Fighting cattle disease with new vaccine technology

Learn more about how mRNA vaccines could protect NZ cattle from BVD, improving herd health, reducing costs, and transforming animal disease control.

Image: The RNA Platform Team visiting Aorangi Farm. From left to right: Caitlin MacArthur, Sarah Draper, Amy Foster, Joanna Kuang, and Rebecca McKenzie, with Mallory Ross (AgResearch), Photography by RNA Platform team

Fighting cattle disease with new vaccine technology

Learn more about how mRNA vaccines could protect NZ cattle from BVD, improving herd health, reducing costs, and transforming animal disease control.

Written by RNA Platform team
17 Oct 2025

The impact of BVD

Bovine Viral Diarrhoea (BVD) is one of the most expensive cattle diseases in New Zealand. It quietly costs farmers more than $150 million each year through sick animals, lost production, and extra farm expenses. The vaccines available for BVD in New Zealand were developed using virus strains from overseas, which means they're only partly effective against the local versions of the virus, leaving animals exposed and outbreaks still happening.

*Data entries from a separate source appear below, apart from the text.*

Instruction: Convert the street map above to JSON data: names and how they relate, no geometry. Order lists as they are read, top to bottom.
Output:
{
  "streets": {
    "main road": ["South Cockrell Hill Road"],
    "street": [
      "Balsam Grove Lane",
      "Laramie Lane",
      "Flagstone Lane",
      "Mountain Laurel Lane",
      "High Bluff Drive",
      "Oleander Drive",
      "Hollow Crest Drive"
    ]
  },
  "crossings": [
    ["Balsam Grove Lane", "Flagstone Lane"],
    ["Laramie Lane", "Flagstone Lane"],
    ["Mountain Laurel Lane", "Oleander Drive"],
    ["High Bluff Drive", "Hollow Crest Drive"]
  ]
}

That’s where mRNA vaccine technology—the same breakthrough used in COVID-19 vaccines—comes in. The RNA Platform team wanted to see if it could also protect cows.

Study approach

Researchers worked with a small group of healthy, young calves. Each calf received one of four options:

  • a standard BVD vaccine already on the market
  • a harmless saltwater injection (placebo)
  • a new mRNA vaccine designed to target the BVD virus
  • a similar mRNA vaccine with a small “extra signal” added to make it even stronger.

Study results

  • Safe for calves: The new vaccines were well tolerated, with no concerning side effects.
  • Stronger protection: The mRNA vaccine with the “extra signal” gave the best antibody response — meaning the calves’ immune systems were better prepared to fight the virus.
  • Disease-free: As expected, none of the calves developed BVD after vaccination, since the vaccines themselves do not contain any live virus.

Significance

This was the first time mRNA vaccines have been tested in cattle in New Zealand—and the results are encouraging. If further trials confirm the findings, it could mean:

  • Better protection for herds against BVD = improved animal welfare and production.
  • Reduced costs and stress for farmers.
  • A faster, more flexible way to respond to cattle diseases in the future.

Project team

This project brought together expertise from across New Zealand:

  • Dr Mallory Ross, Dr Axel Heiser (Bioeconomy Science Institute)
  • Dr Rebecca McKenzie, Dr Sarah Draper (RNA Production Facility)
  • Farm and animal health teams at (Bioeconomy Science Institute (BSI)  provided animal trial support and monitoring

Together, this cross-institution team combined skills in vaccine design, RNA production, immunology, and animal science to deliver the study.

Next steps

The team is now planning larger studies to fine-tune the vaccine and test it against New Zealand’s unique strains of the virus. It’s early days, but this research could open the door to a new generation of animal vaccines.